Saved data entries
══════════

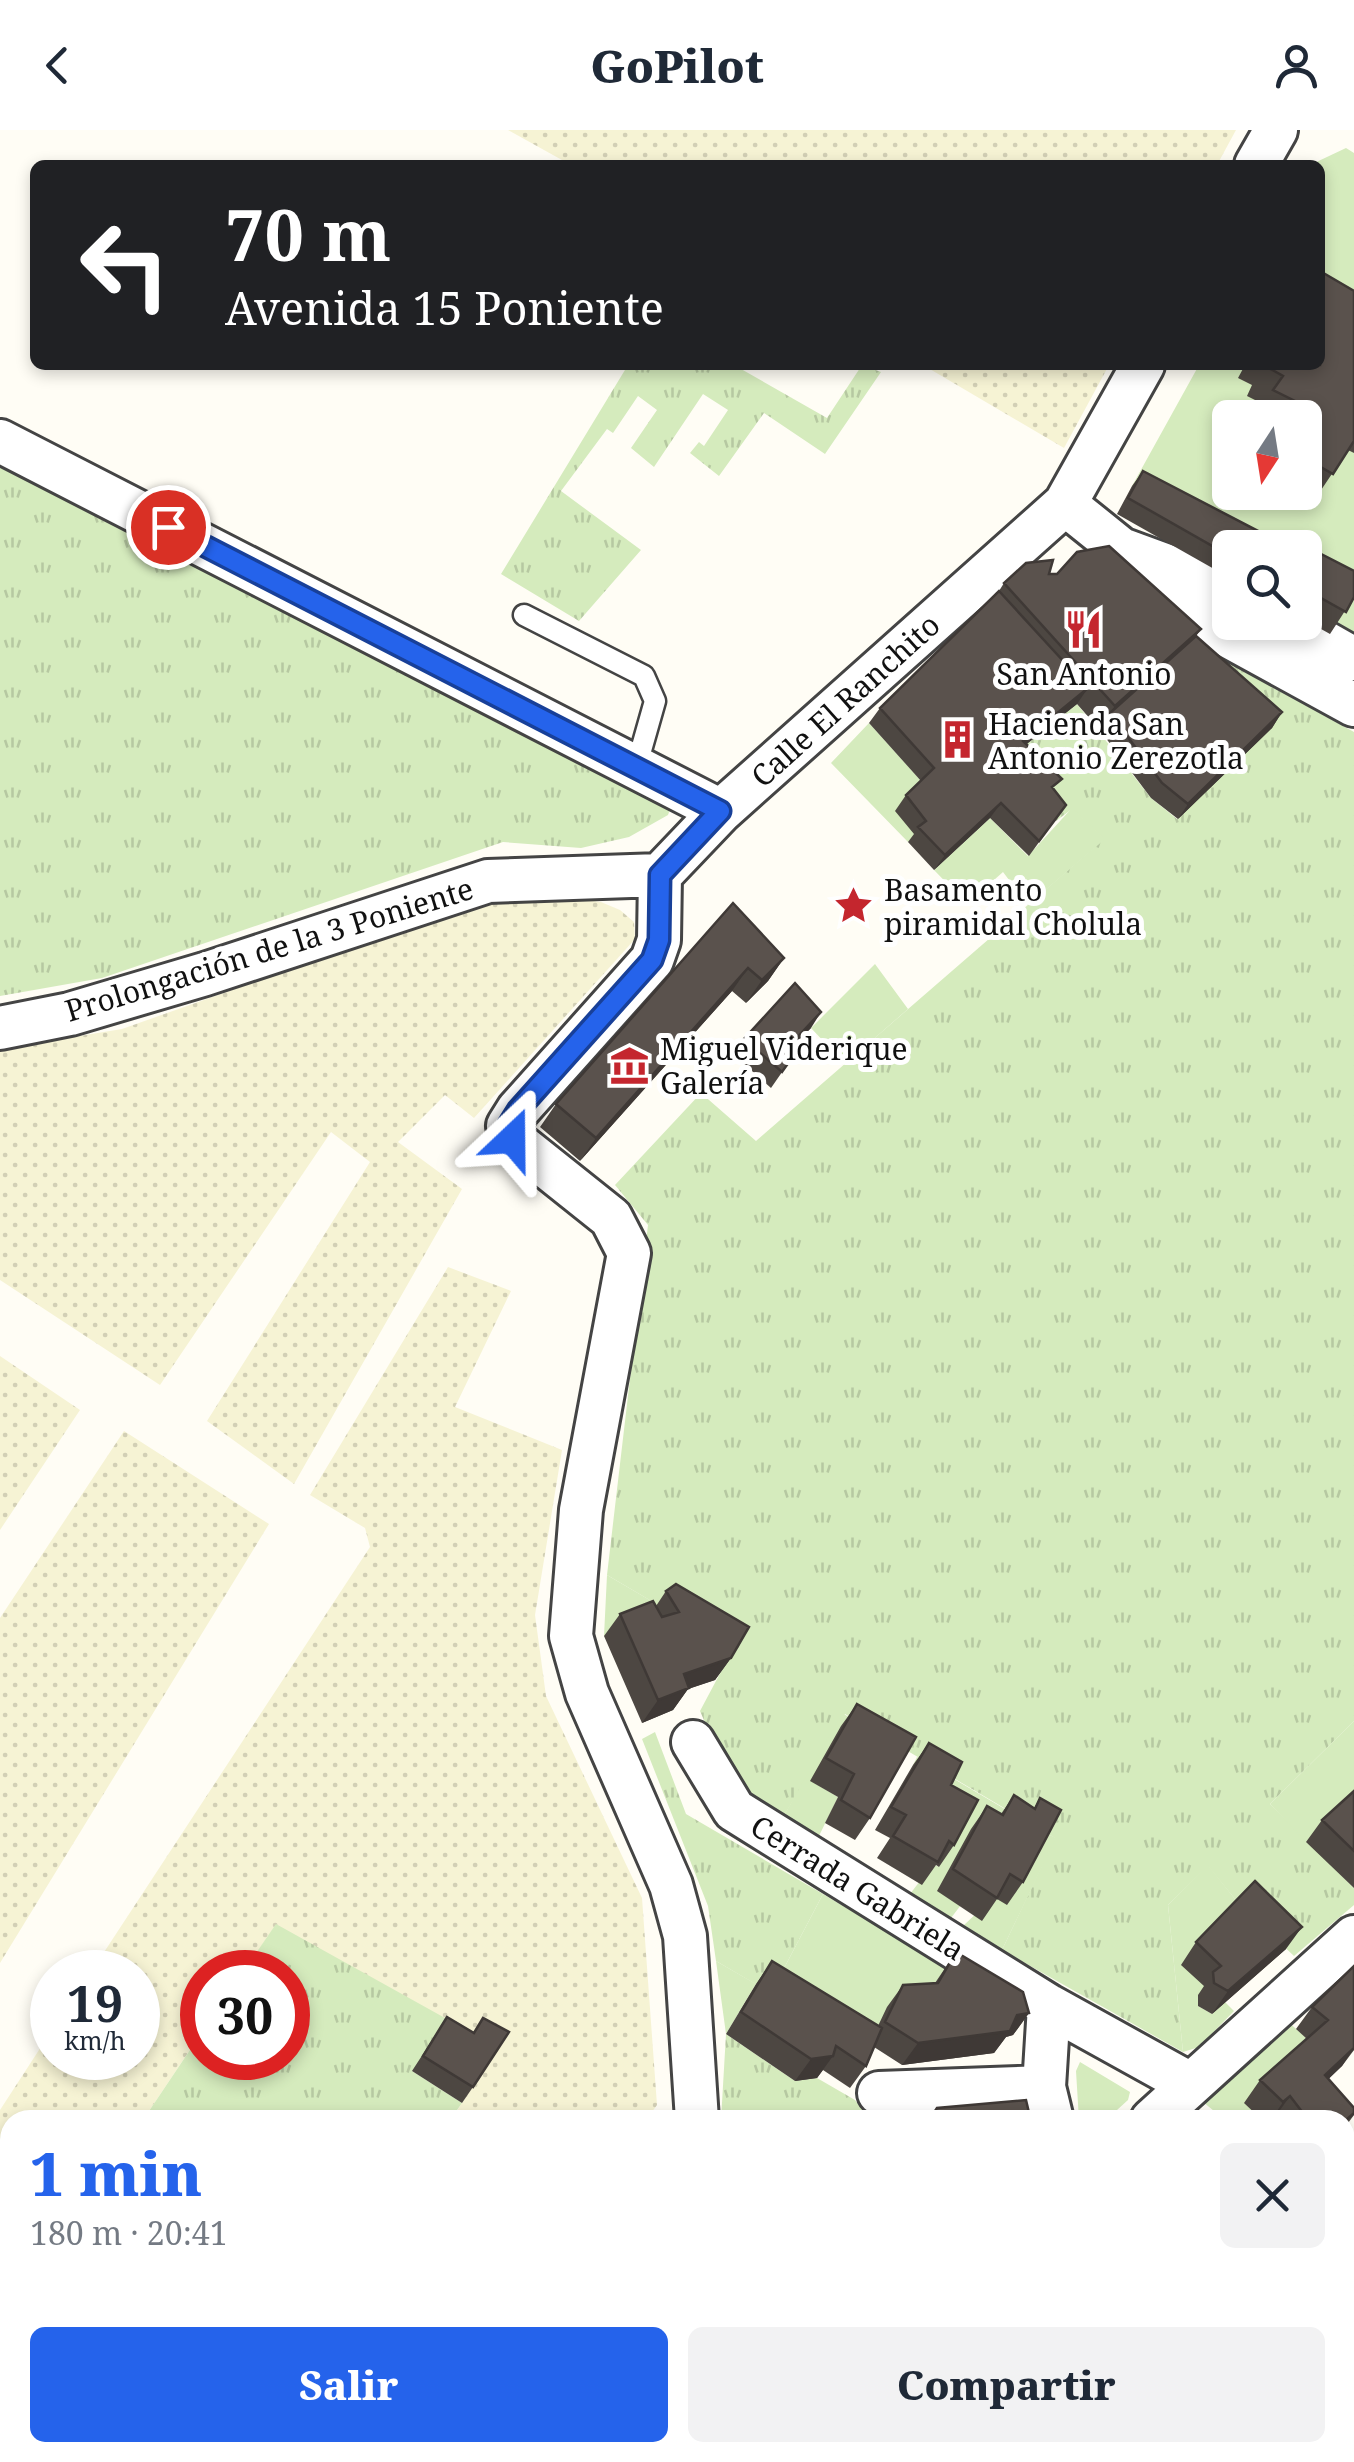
<!DOCTYPE html>
<html lang="es">
<head>
<meta charset="utf-8">
<style>
	body { margin:0; font-family:"Noto Serif",serif; background:#f2f2f3; color:#1f2937; height:100vh; display:flex; flex-direction:column; font-size:38px; white-space:nowrap }
	* { box-sizing:border-box; margin:0 }
	p { font-size:32px; color:#747a83 }
	.icon { flex:none; width:55px; height:55px; fill:none; stroke:currentColor; stroke-width:2; stroke-linecap:round; stroke-linejoin:round }
	.map { position:relative; flex:1; overflow:hidden }
	.details { position:absolute; left:0px; top:1980px; width:1355px; height:352px; display:flex; flex-direction:column; background:#fff; border-radius:30px 30px 0 0; box-shadow:0 5px 15px #0003 }
	.details>* { flex:none }
	.hud { position:absolute; left:30px; top:30px; width:1295px; height:210px; border-radius:15px; box-shadow:0 5px 15px #0003; background:#202124; color:#fff; overflow:hidden }
	.needle { width:65px; rotate:192deg }
	.controls { position:absolute; left:1212px; top:270px; display:grid; gap:20px }
	.controls a { display:grid; place-items:center; width:110px; height:110px; border-radius:15px; background:#fff; box-shadow:0 5px 15px #0003; font-size:50px }
	.speed { position:absolute; left:30px; top:1820px; display:flex; gap:20px; font-size:50px; font-weight:700; text-align:center }
	.speed>* { display:grid; place-content:center; width:130px; height:130px; border-radius:50%; background:#fff; box-shadow:0 5px 15px #0003; line-height:1 }
	.speed small { font-size:25px; font-weight:400 }
	.speed .limit { border:15px solid #d22; background:#fff; color:#111 }
	.pin { position:absolute; display:grid; place-items:center; width:85px; height:85px; color:#fff; margin:-42px; border:5px solid #fff; border-radius:50%; box-shadow:0 2px 10px #0007 }
	.me { position:absolute; width:110px; margin:-55px; rotate:23deg; stroke-linejoin:round; filter:drop-shadow(0 0 8px #0008) }
	.turn { display:flex; align-items:center; gap:35px; height:210px; padding:0 30px; font-size:45px }
	.turn .icon { width:130px; height:130px; stroke-width:2.5 }
	.turn b { display:block; font-size:70px; line-height:85px }
	.round { display:grid; place-items:center; flex:none; width:105px; height:105px; border-radius:15px; background:#f2f2f3 }
	.headline { display:flex; align-items:center; justify-content:space-between; height:170px; padding:0 30px }
	h1 { font-size:60px; font-weight:800; line-height:75px; color:#2563eb }
	.button { display:flex; gap:20px; margin-top:auto; padding:20px 30px }
	.button a { flex:1; height:115px; border-radius:15px; background:#2563eb; color:#fff; font-size:40px; font-weight:800; line-height:115px; text-align:center }
	.button a+a { background:#f2f2f3; color:#1f2937 }
	header { display:flex; justify-content:space-between; align-items:center; height:130px; padding:0 30px; background:#fff; font-size:45px; font-weight:800 }
	.map>svg:first-child { display:block }
</style>
</head>
<body>
<header><svg class="icon" aria-label="back" viewBox="0 0 24 24"><path d="M15 5l-7 7 7 7"/></svg>GoPilot<svg class="icon" aria-label="person" viewBox="0 0 24 24"><circle cx="12" cy="8" r="4"/><path d="M4 21q1-7 8-7t8 7"/></svg></header>
<div class="map">
<svg width="1354" height="2332" viewBox="0 0 1354 2332">
	<defs>
		<pattern id="farmland-dots" width="8" height="8" patternUnits="userSpaceOnUse" patternTransform="scale(2.5)"><rect width="8" height="8" fill="#f6f3d4"/><path d="M2 2h.1M6 6h.1" fill="none" stroke="#d2cfb5" stroke-width="1.8" stroke-linecap="round"/></pattern>
		<pattern id="grass-tufts" width="24" height="20" patternUnits="userSpaceOnUse" patternTransform="scale(2.5)"><rect width="24" height="20" fill="#d5ebbd"/><path d="M3 7l-1-3M5 7V3M7 7l1-3M15 17l-1-3M17 17v-4M19 17l1-3" fill="none" stroke="#b6c8a1"/></pattern>
	</defs>
	<rect width="100%" height="100%" fill="#fffdf5"/>
	<!-- farmland -->
	<path fill="url(#farmland-dots)" d="M508,0H1236L1217,35H571Z
		M923,235H1109L1064,318Z
		M553,765L601,772L620,780L634,792L635,809L474,988L445,965L398,1012L462,1059L294,1354L207,1291L370,1032L331,1002L160,1255L0,1150V919L122,899L483,771Z
		M448,1137L511,1161L455,1277L562,1320L535,1485L546,1566L642,1768L657,1975L646,1990H451L497,1918L276,1795L243,1842H202V1902L143,1990H10V2186L0,2201V1980L52,1900V1928H138V1842H91L370,1417L365,1398L310,1365Z
		M0,1226L80,1280L0,1400Z
		M124,1301L269,1394L0,1833V1488Z"/>
	<!-- grass -->
	<path fill="url(#grass-tufts)" d="M628,235H734L827,288L862,235L881,242L825,324L764,283L719,346L690,323L699,312L704,316L728,280L703,264L654,337L631,318L657,280L638,266L613,303L607,299L561,361L641,420L579,491L501,444Z
		M0,326L674,668L668,685L629,707L581,718L503,712L102,848L0,866Z
		M1143,485L1354,602V1591L1270,1674L1354,1758V1775L1294,1826L1239,1774L1208,1736L1168,1775L1183,1922L1002,1820L1055,1708L845,1584L782,1689L736,1664L700,1581L733,1519L607,1445L648,1095L615,1055L701,963L756,1011L1104,709L1072,679L1056,691L1012,626L1077,574L1151,668L1177,689L1271,598Z
		M655,1602L686,1684L823,1764L771,1863L716,1831L708,1776L642,1609Z
		M276,1794L472,1903L412,1941L462,1973L450,1990H143L202,1902V1928H288V1842H243Z
		M726,1904L795,1951L817,1948L855,1970L871,1990H721Z
		M1354,2218V2332H1334L1316,2323L1345,2322V2236Z
		M10,2275V2322L93,2323L110,2332H0V2277Z
		M232,2322L433,2323L427,2332H226Z
		M1096,2322L1112,2332H933L911,2323Z
		M616,2323H790L786,2332H612Z"/>
	<!-- garden -->
	<path fill="#d5ebbd" fill-rule="evenodd" d="M1346,18L1354,23V519L1330,504L1305,418L1249,417L1132,356L1199,235H1320V35H1310ZM1230,288H1305V362H1230Z
		M869,593L923,653L916,706L908,712L831,633Z
		M1072,678L1105,709L1028,775L1003,742L967,774L934,740L990,688L1028,726Z
		M875,834L908,879L845,934L811,898Z
		M607,1445L660,1476L637,1494L604,1506Z
		M842,1583L906,1621L811,1651L838,1667L817,1710L782,1689Z
		M1354,1591V1669L1306,1712L1270,1674Z
		M917,1627L1025,1691L951,1788L910,1764L933,1734L939,1737L913,1635Z
		M1046,1703L1056,1708L1002,1820L964,1795L994,1767L1007,1774Z
		M1208,1735L1239,1774L1198,1876L1212,1884L1223,1870L1234,1881L1199,1917L1183,1922L1168,1775Z
		M823,1764L1009,1875L922,1876L866,1920L771,1863Z
		M716,1831L756,1854L726,1904Z
		M1286,1890L1312,1913L1245,1973L1262,1990H1225L1203,1972Z
		M1080,1932L1130,1962L1128,1970L1106,1990H1079L1076,1941Z"/>
	<g fill="none" stroke-linecap="round" stroke-linejoin="round">
		<defs>
			<path id="lane" d="M524,485L644,546L655,571L636,638"/>
			<path id="street" d="M1256,35L1276,0
				M0,311L721,681
				M1065,374L1121,419L1230,459
				M1121,419L1120,456L1168,473L1354,575
				M1289,492L1354,529
				M0,898L70,884L205,844L488,751L660,745
				M693,1612L734,1680L1049,1876L1190,1954
				M1049,1876L1044,1957L1052,1990
				M879,1963L1044,1957
				M697,1990L685,1806L671,1755L587,1563L571,1506L581,1380L629,1123L611,1088L512,1009L508,996L518,980L652,830L659,810L660,745L721,681L1065,374L1143,235
				M1152,1990L1354,1807
				M1345,2174L1354,2179
				M0,2267L10,2265
				M135,2322L151,2332
				M1268,2322L1285,2332
				M596,2332L599,2322"/>
		</defs>
		<!-- lane casing -->
		<use href="#lane" stroke="#444" stroke-width="25"/>
		<!-- street casing -->
		<use href="#street" stroke="#444" stroke-width="48"/>
		<!-- lane -->
		<use href="#lane" stroke="#fff" stroke-width="20"/>
		<!-- street -->
		<use href="#street" stroke="#fff" stroke-width="42"/>
	</g>
	<!-- wall -->
	<path fill="#4d4742" d="M1354,161V323L1348,320L1313,372L1295,362H1305V288H1253L1263,274L1247,266L1252,255L1238,248L1245,235H1320Z
		M1143,341L1284,416L1290,408L1354,441V467L1330,504L1305,490V418H1230V448L1117,384L1132,356Z
		M1049,444L1196,506L1282,582L1272,598L1178,689L1151,668L1099,599L1077,574L1026,614L1054,660L1066,675L1029,726L990,688L934,740L908,712L914,704L895,681L906,665L921,651L869,593L880,578L999,461L1004,453Z
		M733,773L784,828L768,851L746,873L732,861L580,1031L540,997L556,974Z
		M811,898L793,916L796,922L771,958L733,924L744,909Z
		M666,1461L731,1528L715,1550L688,1559L673,1580L642,1593L604,1506L620,1484L656,1476Z
		M857,1574L870,1688L855,1710L825,1693L838,1667L810,1651L841,1596Z
		M929,1613L951,1655L954,1715L939,1737L936,1735L922,1755L877,1728L890,1708L875,1700L913,1635Z
		M1354,1661V1758L1306,1712L1322,1690Z
		M1014,1665L1034,1678L1040,1668L1023,1752L1007,1775L997,1769L982,1791L937,1761L971,1699L987,1676L1001,1684Z
		M1196,1812L1286,1819L1212,1884L1198,1876V1865L1204,1856L1181,1835Z
		M956,1822L1029,1883L1013,1905L1006,1907L994,1923L902,1935L874,1917L866,1936L850,1958L823,1940L817,1948L795,1951L726,1904L756,1854L772,1831L878,1896L887,1877L903,1855L935,1853Z
		M1354,1836V1920L1342,1936L1328,1949L1354,1978V1985L1345,1997V1990H1262L1244,1973L1260,1950L1307,1909L1296,1899L1312,1877Z
		M447,1887L473,1903L483,1888L473,1957L462,1973L412,1941Z
		M1345,2010L1354,2013V2135L1345,2130Z
		M200,2322H233L227,2332H216Z
		M468,2322H511L505,2332H485Z
		M800,2322H883L880,2332H797Z
		M898,2322H964L970,2332H895Z
		M1099,2322H1154L1149,2332H1117Z"/>
	<!-- shaded-wall -->
	<path fill="#3f3936" d="M1201,499L1185,522L1110,583L1115,576Z
		M1088,558L1077,574L1012,626L1023,611Z
		M1282,582L1272,598L1178,689L1188,674Z
		M1001,673L990,688L934,740L945,725Z
		M784,828L768,851L746,873L762,850Z
		M748,838L732,861L580,1031L596,1008Z
		M821,882L811,898L781,928L792,913Z
		M731,1528L715,1550L688,1559L673,1580L642,1593L658,1570L684,1544Z
		M1302,1797L1286,1819L1212,1884L1228,1861Z
		M1029,1883L1013,1905L1006,1907L994,1923L902,1935L918,1913Z
		M1354,1918L1342,1936L1309,1968L1325,1945Z
		M833,1926L817,1948L795,1951L811,1929Z
		M1290,1966L1273,1990H1271L1283,1972Z"/>
	<!-- building -->
	<path fill="#5a524d" stroke="#3f3936" stroke-width="2.5" d="M1320,141L1354,161V311L1333,344L1305,328V288H1293L1301,274L1273,260L1283,246L1267,237L1268,235H1320Z
		M1143,341L1285,415L1283,418H1230V426L1128,368Z
		M1290,408L1354,441V467L1346,482L1305,459V418H1284Z
		M1109,416L1201,499L1115,576L1004,453L1026,433L1053,430L1049,444H1057L1077,422Z
		M999,461L1088,558L1023,611L1062,649L1052,657L1066,675L1039,711L1001,673L945,725L918,697L926,691L906,665L934,638L880,578Z
		M1196,506L1282,582L1188,674L1162,653L1110,583Z
		M733,773L784,828L762,850L748,838L596,1008L556,974Z
		M795,853L821,882L792,913L796,922L782,942L744,909Z
		M676,1454L749,1497L731,1528L684,1544L689,1558L658,1570L620,1484L653,1471L662,1487L679,1482L666,1461Z
		M857,1574L916,1607L870,1688L841,1670L854,1644L826,1628Z
		M929,1613L962,1632L951,1655L978,1670L954,1715L949,1711L938,1732L893,1706L906,1685L891,1677Z
		M1354,1661V1721L1322,1690Z
		M1014,1665L1035,1679L1040,1668L1061,1680L1023,1752L1010,1744L997,1768L953,1739L987,1676L1003,1685Z
		M1255,1751L1302,1797L1228,1861L1214,1853L1213,1842L1221,1836L1196,1812Z
		M956,1822L1023,1862L1029,1883L1017,1885L1010,1901L918,1913L885,1892L903,1855L938,1853Z
		M772,1831L882,1898L866,1936L836,1916L833,1926L811,1929L741,1882Z
		M1354,1836V1918L1325,1945L1354,1978V1983L1345,1991L1293,1990L1303,1983L1290,1966L1283,1972L1260,1950L1328,1890L1312,1877Z
		M447,1887L474,1903L483,1888L509,1902L473,1957L423,1926Z
		M1026,1970L1030,1987H1036V1990H929L937,1978Z
		M1348,2007L1354,2013V2104L1345,2099V2010Z
		M1345,2214L1352,2218L1345,2232Z
		M806,2322H883L880,2332H803Z
		M903,2322H964L972,2326L970,2332H900Z
		M1138,2322H1154L1151,2329Z
		M438,2326L453,2332H434Z"/>
	<g fill="none" stroke-linecap="round" stroke-linejoin="round">
		<defs>
			<path id="route" d="M168,397L720,681L660,745L659,810L652,830L518,980L508,996L512,1009"/>
		</defs>
		<!-- route casing -->
		<use href="#route" stroke="#184099" stroke-width="25"/>
		<!-- route -->
		<use href="#route" stroke="#2563eb" stroke-width="18"/>
	</g>
	<!-- icons -->
	<defs>
		<symbol id="restaurant-bare" viewBox="-9 -9 18 18"><path d="M-5-6h1v4h1v-4h1v4h1v-4h1v5L-1.5 .5V6h-2V.5L-5-1ZM5-6V6H3V1.5H1.5Q1.5-4 5-6Z" fill="#c4262e" stroke="#fff" stroke-width="2.5" paint-order="stroke"/></symbol>
		<symbol id="building-bare" viewBox="-9 -9 18 18"><path d="M-4-6H4V6H1V3H-1V6H-4ZM-2.5-4.3h1.7v1.8h-1.7ZM.8-4.3h1.7v1.8H.8ZM-2.5-1h1.7V.8h-1.7ZM.8-1h1.7V.8H.8Z" fill="#c4262e" stroke="#fff" stroke-width="2.5" paint-order="stroke"/></symbol>
		<symbol id="sight-bare" viewBox="-9 -9 18 18"><path d="M0-6L1.8-2.2L6-1.7L2.9 1.2L3.7 5.4L0 3.3L-3.7 5.4L-2.9 1.2L-6-1.7L-1.8-2.2Z" fill="#c4262e" stroke="#fff" stroke-width="2.5" paint-order="stroke"/></symbol>
		<symbol id="museum-bare" viewBox="-9 -9 18 18"><path d="M0-6L6-3V-2H-6V-3ZM-5-1h2V3h-2ZM-1-1h2V3h-2ZM3-1h2V3H3ZM-6 4H6V6H-6Z" fill="#c4262e" stroke="#fff" stroke-width="2.5" paint-order="stroke"/></symbol>
	</defs>
	<g fill-rule="evenodd">
		<use href="#restaurant-bare" x="1056" y="472" width="55" height="55"/>
		<use href="#building-bare" x="930" y="582" width="55" height="55"/>
		<use href="#sight-bare" x="826" y="748" width="55" height="55"/>
		<use href="#museum-bare" x="602" y="908" width="55" height="55"/>
	</g>
	<g text-anchor="middle" dominant-baseline="central" stroke-width="10" stroke-linejoin="round" paint-order="stroke">
		<!-- poi labels -->
		<g font-size="30" fill="#111" stroke="#fff" text-anchor="start">
			<text x="1084" y="543" text-anchor="middle">San Antonio</text>
			<text x="988" y="593">Hacienda San<tspan x="988" dy="34">Antonio Zerezotla</tspan></text>
			<text x="884" y="759">Basamento<tspan x="884" dy="34">piramidal Cholula</tspan></text>
			<text x="660" y="918">Miguel Viderique<tspan x="660" dy="34">Galería</tspan></text>
		</g>
		<!-- street labels -->
		<g font-size="30" fill="#111" stroke="#fff">
			<text transform="translate(845 570) rotate(-42)">Calle El Ranchito</text>
			<text transform="translate(269 819) rotate(-17)">Prolongación de la 3 Poniente</text>
			<text transform="translate(858 1757) rotate(32)">Cerrada Gabriela</text>
		</g>
	</g>
</svg>
<div class="controls">
<a><svg class="needle" viewBox="-14 -14 28 28"><path d="M0-13l5 13h-10z" fill="#e53935"/><path d="M0 13l5-13h-10z" fill="#747a83"/></svg></a>
<a><svg class="icon" aria-label="search" viewBox="0 0 24 24"><circle cx="10" cy="10" r="6"/><path d="M15 15l6 6"/></svg></a>
</div>
<div class="speed"><div>19<small>km/h</small></div><div class="limit">30</div></div>
<div class="pin" style="left:168px;top:397px;background:#d93025"><svg class="icon" aria-label="arrive" viewBox="0 0 24 24"><path d="M6 21V4h12l-3 4 3 4H6"/></svg></div>
<svg class="me" style="left:512px;top:1009px" viewBox="-20 -20 40 40"><path d="M0-17L14 15 0 8-14 15z" fill="#2563eb" stroke="#fff" stroke-width="4"/></svg>
<div class="hud">
<div class="turn"><svg class="icon" aria-label="left" viewBox="0 0 24 24"><path d="M17 20v-9H6M10 6l-5 5 5 5"/></svg><div><b>70 m</b>Avenida 15 Poniente</div></div>
</div>
<section class="details">
<div class="headline"><div><h1>1 min</h1><p>180 m · 20:41</p></div><a class="round"><svg class="icon" aria-label="close" viewBox="0 0 24 24"><path d="M6 6l12 12M18 6L6 18"/></svg></a></div>
<div class="button"><a>Salir</a><a>Compartir</a></div>
</section>
</div>
</body>
</html>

══════════

▸ PROMPT
Which lines above hold the string "tspan"? Copy every one of them.

▸ WRITTEN ANSWER
			<text x="988" y="593">Hacienda San<tspan x="988" dy="34">Antonio Zerezotla</tspan></text>
			<text x="884" y="759">Basamento<tspan x="884" dy="34">piramidal Cholula</tspan></text>
			<text x="660" y="918">Miguel Viderique<tspan x="660" dy="34">Galería</tspan></text>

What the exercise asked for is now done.